Chapter 1 explores the subject of randomized commitments in games. Models of commitments in game theory typically assume players make a binary decision between committing to some restriction over actions, such as limiting play to a certain pure or mixed strategy, and not committing to any such restriction. I present a model in which players commit to a probability of committing in the usual sense, which allows for a novel generalization of Schelling, 1960’s notion of fractional commitments. The model is applied to certain classes of games, namely the finitely repeated prisoners’ dilemma, concave gaves such as differential duopoly, and the travelers’ dilemma.
Chapter 2 addresses strategic uncertainty in repeated public goods games. Strategic uncertainty, commonly addressed in game theory through the concept of risk dominance, has recently been modeled in the setting of infinitely repeated prisoner’s dilemmas by Blonski et al., 2011 and Blonski and Spagnolo, 2015. I argue that this approach may be used to study international environmental agreements, modeled as repeated public goods games beginning with Barrett, 1994. I extend risk dominance to repeated public goods games through two assumptions: that countries might punish all other players or a subset of them, and that conjectures about each player’s probability of cooperating are updated in each period. Applying this solution concept to a model of climate change abatement with quadratic costs, which represents the decisionsabout individually determined national contributions that parties to the Paris Agreement make, suggests policy implications: Insisting on a consensus approach may result in emissions reduction that increase at a very low rate, but focusing on cooperation within small groups of countries that increase in numbers as trust is built up can improve the ramping up of abatement activities.

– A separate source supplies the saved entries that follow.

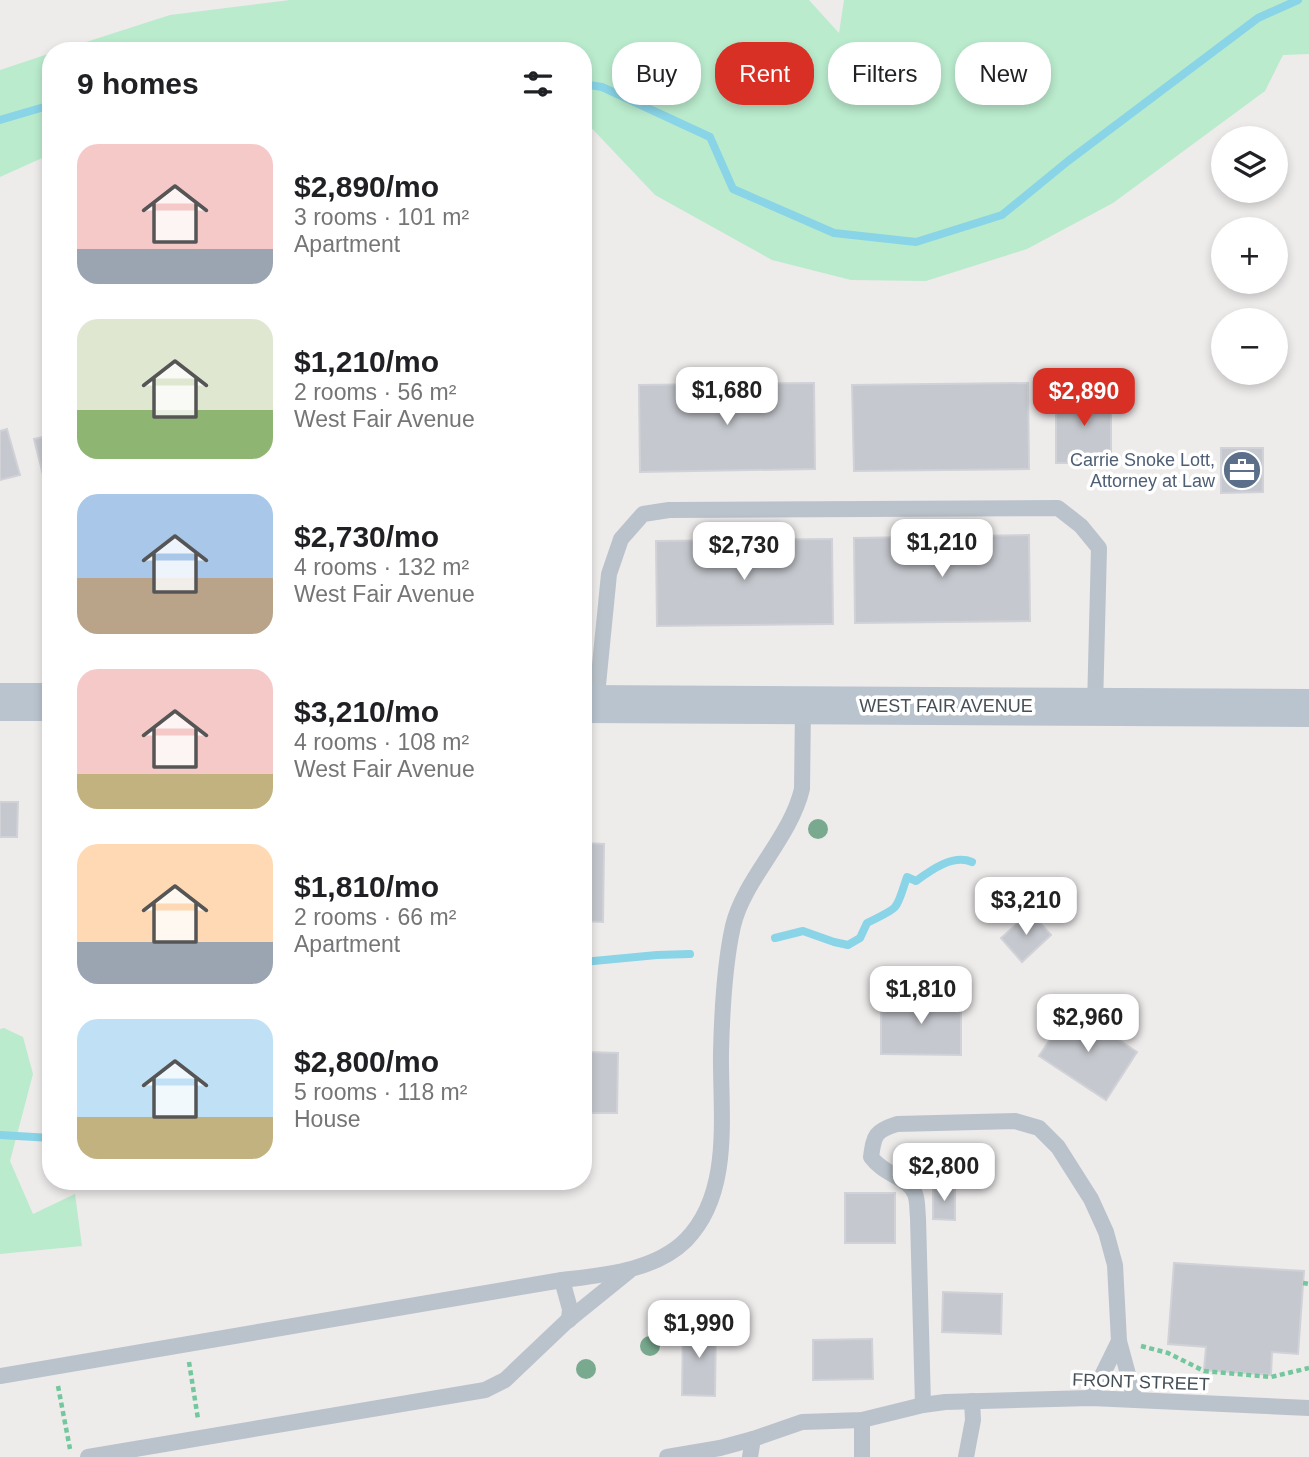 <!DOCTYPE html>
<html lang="en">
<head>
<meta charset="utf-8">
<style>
  :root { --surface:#fff; --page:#f6f6f6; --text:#202124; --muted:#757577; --accent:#d93025 }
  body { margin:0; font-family:Arial,sans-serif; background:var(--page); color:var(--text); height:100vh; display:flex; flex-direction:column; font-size:26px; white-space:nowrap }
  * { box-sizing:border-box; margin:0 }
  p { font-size:23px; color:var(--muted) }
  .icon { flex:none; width:38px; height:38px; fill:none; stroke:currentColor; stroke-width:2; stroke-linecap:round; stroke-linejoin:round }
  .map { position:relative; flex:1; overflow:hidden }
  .details { position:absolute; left:42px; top:42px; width:550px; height:1148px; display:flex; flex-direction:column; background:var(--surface); border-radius:28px; box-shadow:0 4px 10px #0003 }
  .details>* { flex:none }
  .top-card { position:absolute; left:612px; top:42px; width:592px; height:63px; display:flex; gap:14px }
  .tools { position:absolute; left:1211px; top:126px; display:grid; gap:14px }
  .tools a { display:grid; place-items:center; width:77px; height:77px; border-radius:50%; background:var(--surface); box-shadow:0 4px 10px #0003; font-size:35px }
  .price { position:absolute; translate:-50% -60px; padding:0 16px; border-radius:14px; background:#fff; color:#222; font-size:23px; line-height:46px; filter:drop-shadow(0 2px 4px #0008) }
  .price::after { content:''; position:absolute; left:50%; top:42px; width:21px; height:16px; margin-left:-10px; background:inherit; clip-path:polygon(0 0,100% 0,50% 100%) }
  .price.current { background:var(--accent); color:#fff }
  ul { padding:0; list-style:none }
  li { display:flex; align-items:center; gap:21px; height:175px; padding:0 35px }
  li span { display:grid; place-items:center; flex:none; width:196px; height:140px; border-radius:21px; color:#555 }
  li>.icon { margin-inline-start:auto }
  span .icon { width:84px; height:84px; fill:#fffc; stroke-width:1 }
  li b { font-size:30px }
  h2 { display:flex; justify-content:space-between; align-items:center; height:84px; padding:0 35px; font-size:30px }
  .pill { padding:0 24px; border-radius:28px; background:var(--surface); box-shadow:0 4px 10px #0003; font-size:24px; line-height:63px }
  .pill.current { background:var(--accent); color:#fff }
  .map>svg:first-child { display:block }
</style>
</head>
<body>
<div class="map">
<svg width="1309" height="1457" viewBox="0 0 1309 1457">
  <rect width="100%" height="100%" fill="#eeebeb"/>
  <g fill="#baebcd">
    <path d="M290,0H809L839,33L844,0H1309V54L1283,55L1265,91L1113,203L1027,249L926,281L851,280L772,260L655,195L583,119V51H58L170,15Z"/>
    <path d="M51,53V154L0,177V70Z"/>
    <path d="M4,1028L23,1037L33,1074L10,1161L33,1214L75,1194L82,1246L0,1254V1029Z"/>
  </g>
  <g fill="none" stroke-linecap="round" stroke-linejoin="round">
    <g stroke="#89d4e7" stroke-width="8">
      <path d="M353,51L376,46L400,51"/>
      <path d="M583,84L602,87L710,137L733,189L834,233L916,242L1002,215L1068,161L1258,18L1298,0"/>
      <path d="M0,120L51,105"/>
      <path d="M775,938L803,931L834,942L848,945L860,938L867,923C901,906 895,912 907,877L916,881C931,870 953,854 972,862"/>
      <path d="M583,962L657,955L690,954"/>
      <path d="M0,1135L51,1138"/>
    </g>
  </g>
  <g fill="#c5c8ce" stroke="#d0d2d7" stroke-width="2">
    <path d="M814,383L815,469L640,472L639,385Z"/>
    <path d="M1028,383L1029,469L854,471L852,385Z"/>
    <rect x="1056" y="392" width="55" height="71"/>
    <path d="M7,429L20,475L0,480V431Z"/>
    <path d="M51,435V478L44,479L34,439Z"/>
    <path d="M1221,448H1263V492L1221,493Z"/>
    <path d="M1029,535L1030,621L855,623L854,538Z"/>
    <path d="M832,539L833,624L657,626L656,541Z"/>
    <path d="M0,802H18L17,837H0Z"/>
    <rect x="44" y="803" width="7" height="42"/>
    <path d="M583,843L604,844L603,922L583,921Z"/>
    <path d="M1030,912L1051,935L1022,962L1001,938Z"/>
    <path d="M881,997L961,998V1055L881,1054Z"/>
    <path d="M1071,1008L1137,1052L1106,1100L1039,1056Z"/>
    <path d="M587,1052L618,1053L617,1113H587Z"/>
    <path d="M933,1187H955V1220L933,1219Z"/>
    <rect x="845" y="1193" width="50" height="50"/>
    <path d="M1174,1263L1304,1271L1298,1354L1272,1352L1271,1375L1204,1370L1206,1347L1168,1344Z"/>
    <path d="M943,1292L1002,1294L1001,1334L942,1332Z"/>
    <path d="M683,1324H716L715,1396L682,1395Z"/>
    <path d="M872,1339L873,1379L813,1380V1340Z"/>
  </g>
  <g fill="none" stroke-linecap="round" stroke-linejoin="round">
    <g stroke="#74c79d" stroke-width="4.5" stroke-dasharray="5 3.5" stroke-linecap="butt">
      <path d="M1303,1283L1309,1284"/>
      <path d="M1141,1346L1168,1353L1204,1371L1271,1377L1309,1368"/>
      <path d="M189,1362L198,1419"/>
      <path d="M58,1386L70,1449"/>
    </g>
    <g stroke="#bac3cb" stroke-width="16">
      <path d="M596,705L609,574L621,539L643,514L669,510L1058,508L1081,526L1099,548L1095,707"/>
      <path d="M562,1280L570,1309L569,1320"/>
      <path d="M0,1376L562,1280C604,1275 655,1271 686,1240C733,1192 720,1113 721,1052C722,1011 724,966 733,926C744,879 790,839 802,789L803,706"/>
      <path d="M1091,1398L1119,1341"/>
      <path d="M923,1405L918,1218C917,1210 918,1201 915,1194C909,1178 883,1174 871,1157C874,1135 875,1131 897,1124L1015,1121L1039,1128L1058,1147L1091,1199L1106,1232L1115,1265L1119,1341L1135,1400"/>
      <path d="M88,1457L485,1390L505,1380L566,1322L629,1271"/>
      <path d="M667,1457L720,1448L753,1439"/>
      <path d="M750,1457L753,1439L802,1422L862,1420L923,1405L945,1402L1091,1398L1309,1408"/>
      <path d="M862,1457V1420"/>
      <path d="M966,1457L973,1420L972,1401"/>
    </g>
    <g stroke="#b9c4cf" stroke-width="38">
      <path d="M0,702H51"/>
      <path d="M583,704L1309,708"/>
    </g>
  </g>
  <g fill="#79aa90">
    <circle cx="818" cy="829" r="10"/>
    <circle cx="650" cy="1346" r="10"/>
    <circle cx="586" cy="1369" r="10"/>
  </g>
  <defs>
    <g id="office-disc" transform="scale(2.0125)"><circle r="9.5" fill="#5c6f8a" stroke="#fff"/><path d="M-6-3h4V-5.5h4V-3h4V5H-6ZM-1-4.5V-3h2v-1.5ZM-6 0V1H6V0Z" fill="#fff"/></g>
  </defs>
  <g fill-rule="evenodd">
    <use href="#office-disc" x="1242" y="470"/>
  </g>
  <g text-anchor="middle" stroke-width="7" stroke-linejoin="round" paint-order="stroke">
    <g font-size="18" fill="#4e5e75" stroke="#fff" text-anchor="end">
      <text x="1215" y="466">Carrie Snoke Lott,<tspan x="1215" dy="21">Attorney at Law</tspan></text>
    </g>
    <g font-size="18" fill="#454f58" stroke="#fff">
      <text x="946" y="712">WEST FAIR AVENUE</text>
      <text transform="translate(1141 1382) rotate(2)" y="6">FRONT STREET</text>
    </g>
  </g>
</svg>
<div class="tools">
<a><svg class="icon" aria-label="layers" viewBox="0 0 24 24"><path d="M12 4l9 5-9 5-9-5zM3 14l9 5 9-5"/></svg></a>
<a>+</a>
<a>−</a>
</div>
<b class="price" style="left:727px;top:427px">$1,680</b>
<b class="price current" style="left:1084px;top:428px">$2,890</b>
<b class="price" style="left:942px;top:579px">$1,210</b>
<b class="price" style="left:744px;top:582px">$2,730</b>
<b class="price" style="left:1026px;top:937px">$3,210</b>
<b class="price" style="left:921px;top:1026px">$1,810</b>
<b class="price" style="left:1088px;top:1054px">$2,960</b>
<b class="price" style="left:944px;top:1203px">$2,800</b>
<b class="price" style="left:699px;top:1360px">$1,990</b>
<div class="top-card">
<a class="pill">Buy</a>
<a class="pill current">Rent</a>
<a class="pill">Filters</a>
<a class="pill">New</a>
</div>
<section class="details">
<h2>9 homes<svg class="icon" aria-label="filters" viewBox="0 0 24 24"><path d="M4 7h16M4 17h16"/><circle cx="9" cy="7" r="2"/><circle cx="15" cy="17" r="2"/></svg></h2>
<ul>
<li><span style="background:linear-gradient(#f6c9c9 75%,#9aa5b1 0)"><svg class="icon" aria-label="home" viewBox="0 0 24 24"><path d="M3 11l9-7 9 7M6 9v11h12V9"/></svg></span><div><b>$2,890/mo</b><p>3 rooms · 101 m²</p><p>Apartment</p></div></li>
<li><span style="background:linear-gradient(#dfe7d0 65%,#8fb573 0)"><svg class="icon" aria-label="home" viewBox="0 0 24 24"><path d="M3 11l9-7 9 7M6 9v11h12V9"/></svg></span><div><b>$1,210/mo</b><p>2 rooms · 56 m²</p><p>West Fair Avenue</p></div></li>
<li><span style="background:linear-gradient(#a9c7e8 60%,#b9a48a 0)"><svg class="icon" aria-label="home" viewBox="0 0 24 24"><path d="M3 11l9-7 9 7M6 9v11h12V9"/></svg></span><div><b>$2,730/mo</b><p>4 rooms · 132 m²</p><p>West Fair Avenue</p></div></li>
<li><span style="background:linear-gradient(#f6c9c9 75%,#c2b280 0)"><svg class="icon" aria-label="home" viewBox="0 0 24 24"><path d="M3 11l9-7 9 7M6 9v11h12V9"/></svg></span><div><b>$3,210/mo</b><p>4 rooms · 108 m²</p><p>West Fair Avenue</p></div></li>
<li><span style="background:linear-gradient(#ffd9b3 70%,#9aa5b1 0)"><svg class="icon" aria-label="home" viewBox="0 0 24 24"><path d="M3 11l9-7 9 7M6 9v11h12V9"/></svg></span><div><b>$1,810/mo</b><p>2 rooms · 66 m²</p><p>Apartment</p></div></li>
<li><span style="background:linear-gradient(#bfe0f5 70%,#c2b280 0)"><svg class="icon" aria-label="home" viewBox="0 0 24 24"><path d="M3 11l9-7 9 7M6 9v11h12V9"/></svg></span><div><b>$2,800/mo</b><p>5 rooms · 118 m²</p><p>House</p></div></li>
</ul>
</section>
</div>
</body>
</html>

Chapter 3, coauthored with Kristian Lopez-Vargas, is concerned with auction design. We analyze three proposed formats of a reverse auction in which the buyer has access to signals of each seller’s cost. This auction is a multi-unit, pay-as-bid procurement auction with one buyer and N sellers, and the three formats are intended to use the signals to reduce the offer amounts. These designs are proposed as alternatives for the auctions of the Conservation Reserve Program (CRP) in the companion paper Cramton et al., 2019, which studies them using a laboratory experiment. We use analytical and numerical methods to characterize equilibrium predictions for each format, beginning with an analysis of the simple pay-as-bid format which has a closed-form solution. We then study a format with individual price-caps, where we study the impact of varyingthe price cap’s tightness. Last, we consider two alternative formats that rank offers using scores computed from reference prices, which are determined either exogenously, using the bidder’s cost estimate, or endogenously, using the offers of bidders with similar cost estimates. We find that the scoring format that uses exogenous references prices is effective at reducing rents without limiting participation, but that endogenous reference prices lead to bidders coordinating on a high price.